Chiedo ulteriori lumi. Nulla. Allora, per la collezione di sticazzi del web, annuncio che i miei 100 e rotti euro l’anno li darò altrove (ho deciso or ora: a Save the Ch

ildren) e di nuovo mi rispondono che si dispiacciono ma sì, insomma, ecco. Sostanzialmente nulla. Nel frattempo arrivano pure i grillini (una in particolare, che quando erano all’opposizione mi mandava persino messaggi affettuosi in privato) a valutare la mia come una figura di merda. Ad additarmi. In questo sono bravissimi.

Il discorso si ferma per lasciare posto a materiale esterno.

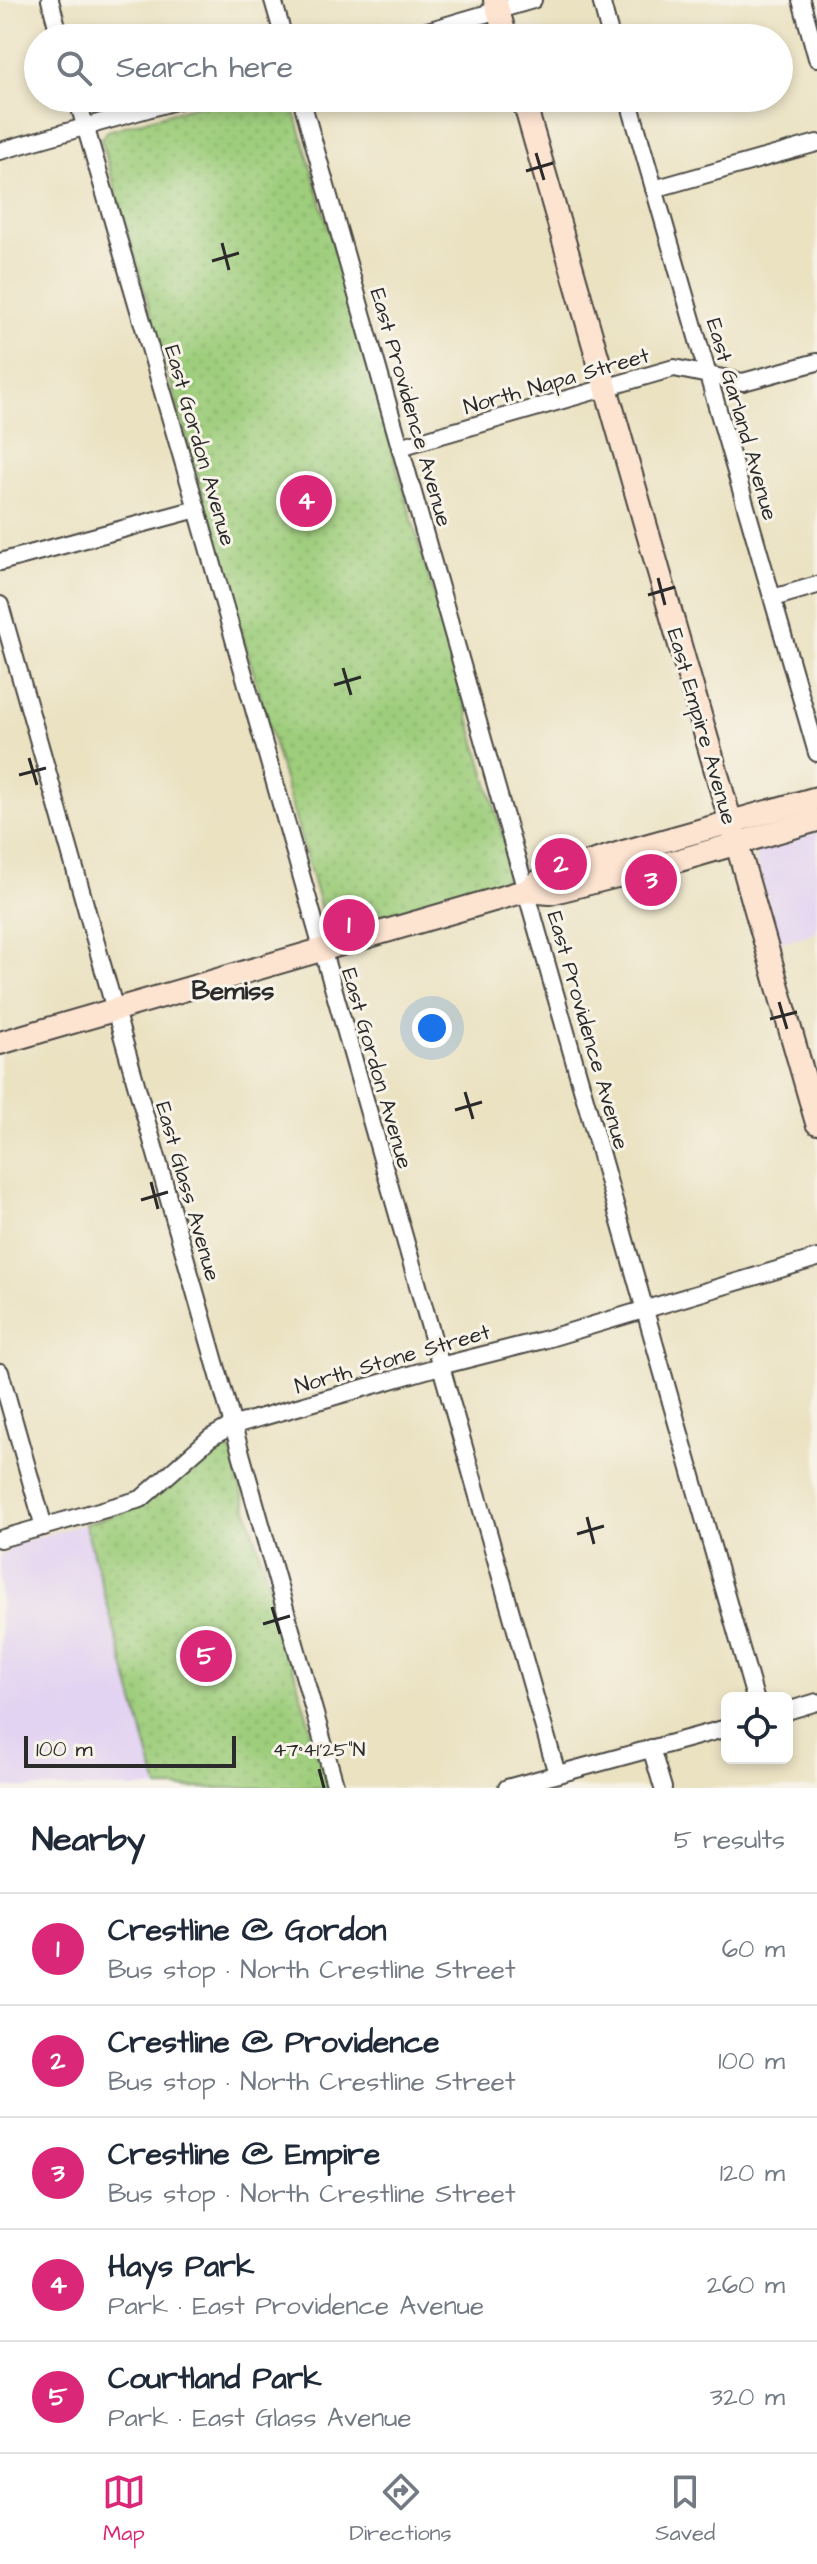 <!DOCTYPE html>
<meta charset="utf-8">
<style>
:root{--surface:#fff;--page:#f6f6f7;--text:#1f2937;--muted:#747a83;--line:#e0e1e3;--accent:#db2777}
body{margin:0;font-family:"Architects Daughter",sans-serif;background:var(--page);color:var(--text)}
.controls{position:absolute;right:24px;bottom:24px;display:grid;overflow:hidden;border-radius:12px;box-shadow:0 4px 12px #0003}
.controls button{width:72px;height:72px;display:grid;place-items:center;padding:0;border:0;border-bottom:2px solid var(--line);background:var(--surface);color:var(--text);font:40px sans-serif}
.scale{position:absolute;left:24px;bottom:20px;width:212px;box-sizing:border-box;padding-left:8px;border:4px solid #2b2b2b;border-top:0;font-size:22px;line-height:28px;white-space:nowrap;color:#2b2b2b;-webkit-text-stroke:6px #f7f3e8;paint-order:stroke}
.you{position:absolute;left:432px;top:1028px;width:28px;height:28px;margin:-20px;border:6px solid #fff;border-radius:50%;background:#1a73e8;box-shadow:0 0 0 12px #1a73e833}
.badge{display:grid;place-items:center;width:52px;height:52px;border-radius:50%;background:var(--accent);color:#fff;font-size:26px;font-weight:700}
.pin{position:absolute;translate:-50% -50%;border:4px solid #fff;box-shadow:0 2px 8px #0006}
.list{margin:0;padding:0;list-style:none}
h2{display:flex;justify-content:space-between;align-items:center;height:104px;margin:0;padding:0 32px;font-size:34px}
h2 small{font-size:26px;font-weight:400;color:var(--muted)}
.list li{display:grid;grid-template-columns:52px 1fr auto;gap:24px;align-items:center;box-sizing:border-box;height:112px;padding:0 32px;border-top:2px solid var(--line)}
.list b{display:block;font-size:30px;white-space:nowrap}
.list p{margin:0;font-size:26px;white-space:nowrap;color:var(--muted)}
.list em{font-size:26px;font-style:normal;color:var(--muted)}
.icon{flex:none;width:44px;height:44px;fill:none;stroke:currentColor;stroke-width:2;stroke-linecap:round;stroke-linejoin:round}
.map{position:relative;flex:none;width:817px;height:1788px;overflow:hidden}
.search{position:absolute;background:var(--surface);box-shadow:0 4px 12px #0003;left:24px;right:24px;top:24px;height:88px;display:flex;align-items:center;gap:20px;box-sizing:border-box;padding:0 28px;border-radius:44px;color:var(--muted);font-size:30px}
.sheet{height:664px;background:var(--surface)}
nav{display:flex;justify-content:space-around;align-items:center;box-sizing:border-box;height:112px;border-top:2px solid var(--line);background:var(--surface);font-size:22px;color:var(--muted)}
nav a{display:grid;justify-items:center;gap:4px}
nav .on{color:var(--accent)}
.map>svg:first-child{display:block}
</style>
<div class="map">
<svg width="817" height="1788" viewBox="0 0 817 1788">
<defs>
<pattern id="park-dots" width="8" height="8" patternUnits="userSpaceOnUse" patternTransform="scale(2)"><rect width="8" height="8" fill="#9ecd7c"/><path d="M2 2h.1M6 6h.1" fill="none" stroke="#88b06b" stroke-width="1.8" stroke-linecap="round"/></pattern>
</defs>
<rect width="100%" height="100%" fill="#f7f3e8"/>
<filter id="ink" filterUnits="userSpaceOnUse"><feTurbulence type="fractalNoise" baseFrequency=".0125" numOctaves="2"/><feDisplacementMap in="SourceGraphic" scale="16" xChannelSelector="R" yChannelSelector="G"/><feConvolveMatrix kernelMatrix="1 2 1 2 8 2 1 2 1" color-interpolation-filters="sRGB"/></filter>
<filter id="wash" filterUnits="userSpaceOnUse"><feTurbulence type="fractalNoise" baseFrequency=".006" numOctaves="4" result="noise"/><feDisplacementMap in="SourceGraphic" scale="32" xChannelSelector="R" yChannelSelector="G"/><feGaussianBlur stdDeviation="1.8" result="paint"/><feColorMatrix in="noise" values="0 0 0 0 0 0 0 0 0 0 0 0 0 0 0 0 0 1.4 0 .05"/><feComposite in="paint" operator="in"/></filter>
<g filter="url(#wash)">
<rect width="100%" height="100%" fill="#ebe2c2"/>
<g fill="#e3d3f2">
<path d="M817,829V932L779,943L755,855L759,847Z"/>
<path d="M85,1524L158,1788H0V1555L5,1554L15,1543Z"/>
</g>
<g fill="url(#park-dots)" stroke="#647c54" stroke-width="2">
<path d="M223,98H291L511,864L510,873L504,880L339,928L330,927L324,919L101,139L107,131Z"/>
<path d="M216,1445L226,1448L236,1457L238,1478L328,1788H158L85,1524C112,1516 136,1510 159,1493C169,1485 179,1476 188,1468C199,1458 201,1450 216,1445Z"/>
</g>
</g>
<g filter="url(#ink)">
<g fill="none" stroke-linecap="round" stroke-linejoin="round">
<g stroke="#484642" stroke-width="20">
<g id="street">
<path d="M50,0L60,38"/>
<path d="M273,0L284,38"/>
<path d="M601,0L611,38"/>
<path d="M801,0L817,58"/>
<path d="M403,38L533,0"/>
<path d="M77,98L197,509L557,1774"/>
<path d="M301,98L755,1698"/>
<path d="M628,98L817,753"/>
<path d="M0,151L186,98"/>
<path d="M654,189L817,143"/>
<path d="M400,447L674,368L743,382L817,362"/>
<path d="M0,562L197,509"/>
<path d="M773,598L817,585"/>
<path d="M0,605L336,1788"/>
<path d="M0,1372L44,1527"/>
<path d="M0,1539L141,1499L210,1438L231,1426L440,1366L543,1340L817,1258"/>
<path d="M787,1711L817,1702"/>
<path d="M651,1748L663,1788"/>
<path d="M507,1788L727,1728"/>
</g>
</g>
<g stroke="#484642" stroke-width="26">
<g id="secondary">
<path d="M495,0L506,38"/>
<path d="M523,98L817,1123"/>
<path d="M527,891L544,877L627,851L817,798"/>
<path d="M0,1043L514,894L527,891L550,893L680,860L817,820"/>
</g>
</g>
<use href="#street" stroke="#fff" stroke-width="16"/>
<use href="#secondary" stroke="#fde4d1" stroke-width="22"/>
</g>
</g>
<path fill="none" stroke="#2b2b2b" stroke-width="3" d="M536,153L544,180M526,171L553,163M222,243L229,270M212,261L239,253M658,578L665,605M648,595L675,587M343,668L351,695M334,685L361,677M29,758L37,785M19,775L46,768M779,1002L787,1029M770,1019L797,1012M465,1092L473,1119M455,1110L482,1102M151,1182L158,1209M141,1200L168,1192M587,1517L594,1544M577,1534L604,1526M272,1607L280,1634M263,1624L290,1616M319,1769L324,1788"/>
<g text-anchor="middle" stroke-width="6" stroke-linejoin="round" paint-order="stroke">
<g font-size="22" fill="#2b2b2b" stroke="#f7f3e8">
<text transform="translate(556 380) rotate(-16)" y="8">North Napa Street</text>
<text transform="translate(412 407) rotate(74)" y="8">East Providence Avenue</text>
<text transform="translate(743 419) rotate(74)" y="8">East Garland Avenue</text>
<text transform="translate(201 445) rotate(74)" y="8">East Gordon Avenue</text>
<text transform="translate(703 726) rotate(74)" y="8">East Empire Avenue</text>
<text transform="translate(589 1030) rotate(74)" y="8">East Providence Avenue</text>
<text transform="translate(378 1068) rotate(74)" y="8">East Gordon Avenue</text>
<text transform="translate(189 1191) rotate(74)" y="8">East Glass Avenue</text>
<text transform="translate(392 1358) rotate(-16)" y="8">North Stone Street</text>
</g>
<g font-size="26" font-weight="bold" fill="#2b2b2b" stroke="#f7f3e8">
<text x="233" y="999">Bemiss</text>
</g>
</g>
<g font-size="20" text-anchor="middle" fill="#2b2b2b" stroke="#f7f3e8" stroke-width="6" stroke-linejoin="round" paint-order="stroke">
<text x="319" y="1756">47°41'25"N</text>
</g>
</svg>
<div class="controls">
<button><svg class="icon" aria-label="locate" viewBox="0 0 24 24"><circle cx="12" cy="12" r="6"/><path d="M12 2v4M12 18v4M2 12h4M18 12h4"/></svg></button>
</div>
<div class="scale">100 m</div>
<div class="you"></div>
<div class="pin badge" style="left:349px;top:925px">1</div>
<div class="pin badge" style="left:561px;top:864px">2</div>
<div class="pin badge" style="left:651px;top:880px">3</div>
<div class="pin badge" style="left:306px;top:501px">4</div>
<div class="pin badge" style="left:206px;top:1656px">5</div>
<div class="search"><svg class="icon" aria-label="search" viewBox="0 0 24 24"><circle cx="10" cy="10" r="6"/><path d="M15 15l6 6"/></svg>Search here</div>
</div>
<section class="sheet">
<h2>Nearby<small>5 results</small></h2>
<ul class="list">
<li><span class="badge">1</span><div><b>Crestline @ Gordon</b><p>Bus stop · North Crestline Street</p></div><em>60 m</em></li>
<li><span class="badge">2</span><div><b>Crestline @ Providence</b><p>Bus stop · North Crestline Street</p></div><em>100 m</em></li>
<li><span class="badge">3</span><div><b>Crestline @ Empire</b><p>Bus stop · North Crestline Street</p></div><em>120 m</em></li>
<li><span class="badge">4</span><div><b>Hays Park</b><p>Park · East Providence Avenue</p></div><em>260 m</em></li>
<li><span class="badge">5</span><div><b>Courtland Park</b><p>Park · East Glass Avenue</p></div><em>320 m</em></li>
</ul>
</section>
<nav>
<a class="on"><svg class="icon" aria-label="map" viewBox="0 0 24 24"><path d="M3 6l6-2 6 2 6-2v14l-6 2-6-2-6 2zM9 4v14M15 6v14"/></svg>Map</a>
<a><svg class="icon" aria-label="directions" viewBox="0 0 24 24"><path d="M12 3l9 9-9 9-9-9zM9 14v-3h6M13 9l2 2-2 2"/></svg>Directions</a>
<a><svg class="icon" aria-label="saved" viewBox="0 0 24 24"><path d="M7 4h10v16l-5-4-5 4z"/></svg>Saved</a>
</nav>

Ecco, no: non è una figura di merda. È il pensiero di uno che ha fatto una domanda, ha ricevuto risposte evasive ma che confermavano il suo dubbio di partenza, e preferisce non finanziare chi si affianca a partiti politici (anche ammesso che non se ne renda conto, ma mi prendo il privilegio di non crederci), specie se quei partiti sono al Governo con gente che farebbe dell’Italia un unico grande parcheggio, amici di Trump e Putin.

Si chiama libero arbitrio. E se non vi secca, ce lo vorremmo tenere.

Buon lavoro a Greenpeace, che fa tante cose meritevoli – e che ho sostenuto convintamente – per tanti successi e tanta indipendenza.